Mit der zweiten Säugetierfauna bearbeite ich offene Fragen zur evolutionären Ökologie der Ponginae in Südostasien, die im Miozän ihren Anfang hatte. Heute gibt es nur noch eine Gattung (Pongo), deren geographische Verbreitung auf die beiden Inseln Borneo und Sumatra beschränkt ist. Vom Miozän bis zum Pleistozän waren die Artenvielfalt und das geographische Verbreitungsgebiet jedoch weitaus größer. Die Fossilien von Ponginae erstrecken sich von der Türkei bis nach Südchina. Die Irrawaddy-Fm. aus dem späten Miozän ist ein Beispiel für den Lebensraum der Schwestergruppe der heutigen Orang-Utans, Khoratpithecus, die dort durch die Art Khoratpithecus ayeyarwadyensis vertreten ist. In meiner Dissertation charakterisiere ich den Lebensraum dieser fossilen Ponginae, indem ich die Paläosaisonalität, die Vegetationsstruktur und die Dynamiken zwischen den ökologischen Nischen der fossilen Fauna rekonstruiere. Anschließend konzentriert sich meine Arbeit auf die Frage, ob es eine ökologische Kontinuität in Bezug auf Ernährung, Habitatspräferenzen und –nutzung in der Familie Ponginae seit dem Miozän gibt, wobei ich die verschiedenen Taxa aus Süd- und Südostasien vergleiche.
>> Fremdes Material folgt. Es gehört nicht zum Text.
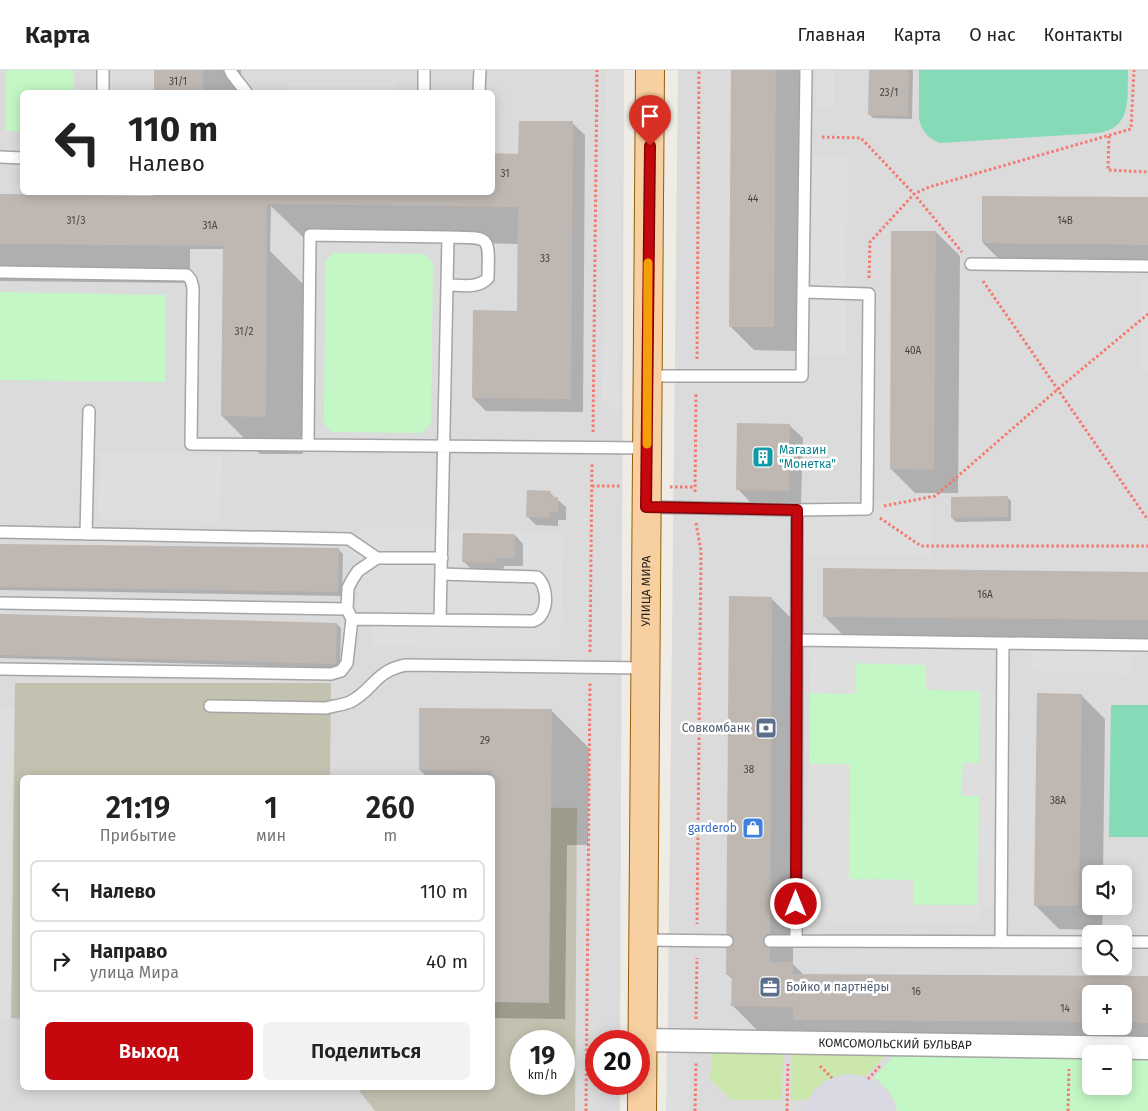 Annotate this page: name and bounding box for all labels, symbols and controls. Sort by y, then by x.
text: Карта [25,21,90,49]
text: Главная [798,24,866,46]
text: Карта [894,24,941,46]
text: О нас [969,24,1016,46]
text: Контакты [1044,24,1123,46]
house number: 31/1 [169,76,187,88]
house number: 23/1 [880,87,898,99]
pin [629,95,671,146]
icon: arrive [636,102,664,130]
text: 110 m [128,108,218,150]
icon: left [45,110,110,175]
text: Налево [128,150,205,177]
house number: 31 [500,168,510,180]
house number: 44 [748,193,759,205]
house number: 31/3 [67,215,85,227]
house number: 14В [1057,215,1073,227]
house number: 31А [203,220,218,232]
house number: 33 [540,253,550,265]
house number: 31/2 [235,326,253,338]
house number: 40А [905,345,922,357]
place label: Магазин "Монетка" [779,443,836,471]
building icon: Магазин "Монетка" [751,445,775,469]
street label: УЛИЦА МИРА [639,555,653,627]
house number: 16А [977,589,993,601]
bank icon: Совкомбанк [754,716,778,740]
place label: Совкомбанк [682,721,751,735]
house number: 29 [480,735,490,747]
house number: 38 [744,764,755,776]
text: 21:19 [106,790,170,826]
text: 1 [264,790,278,826]
text: 260 [366,790,415,826]
house number: 38А [1050,795,1066,807]
shop icon: garderob [741,816,765,840]
place label: garderob [688,821,737,835]
text: Прибытие [100,826,176,845]
text: мин [256,826,286,845]
text: m [384,826,397,845]
map controls [1082,865,1132,1095]
button: sound [1082,865,1132,915]
icon: left [47,877,75,905]
position arrow [769,877,821,929]
text: Налево [90,880,156,903]
text: 110 m [420,880,468,903]
button: search [1082,925,1132,975]
text: Направо [90,940,167,963]
icon: right [47,947,75,975]
text: 40 m [426,950,468,973]
text: улица Мира [90,963,179,982]
office icon: Бойко и партнёры [758,975,782,999]
place label: Бойко и партнёры [786,980,889,994]
button: + [1082,985,1132,1035]
house number: 16 [911,986,921,998]
house number: 14 [1060,1003,1071,1015]
button: Выход [45,1022,253,1080]
button: Поделиться [263,1022,470,1080]
speed limit sign: 20 [585,1030,650,1095]
street label: КОМСОМОЛЬСКИЙ БУЛЬВАР [818,1036,972,1052]
text: 19 [530,1041,555,1071]
button: − [1082,1045,1132,1095]
text: km/h [528,1068,557,1082]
Für meine Studien habe ich verschiedene analytische Ansätze verwendet, um die Paläoökologie und Ernährung in diesen fossilen Säugetierfaunen zu bewerten. Hier präsentiere ich die Analyse stabiler Isotope und die anschließende Nischenmodellierung der eozänen und miozänen Fossilien aus Myanmar sowie die Analyse der Mikroläsionen an okklusalen Kaufacetten der Zähne. Die Resultate der zweiten Methode ermöglichen einen detaillierteren Einblick in die evolutionäre Ökologie der Ponginae durch den Vergleich der Subsistenzstrategien miozäner Ponginae mit pleistozänen und heutigen Orang-Utans. Mit den verschiedenen Studien meines Dissertationsprojekts konnte ich Möglichkeiten aufzeigen, wie man die Grenzen der Modellierung von Nischen mit stabilen Isotopen erweitern kann. Zum einen indem ich eine andere Gruppe von Isotopen verwendet habe, die eher allgemeine ökologische Merkmale einer Nische darstellen als nur trophische oder ernährungsbezogene Dimensionen. Zum anderen habe ich erfolgreich neue Interpretationsansätze für die modellierten Isotopennischen aus geologische Zeiträume erprobt, die bisher nur von Ökologen, die an modernen Ökosystemen arbeiten, angewendet wurden. Ein Beispiel dafür ist die Bewertung der Dynamik des Konkurrenzpotenzials in den Anthracotheriidae aus der Pondaung Fm. Die Arbeit an den Mikroläsionen (dental microwear) der Selenka-Orang-Utans war eine weitere Möglichkeit, eine Brücke zwischen der Paläontologie einerseits und Ökologie und Biologie andererseits zu schlagen. Der daraus hervorgegangene Datensatz eröffnet neue Forschungsmöglichkeiten in beiden Disziplinen, besonders im Hinblick auf den Arterhalt der Orang-Utans.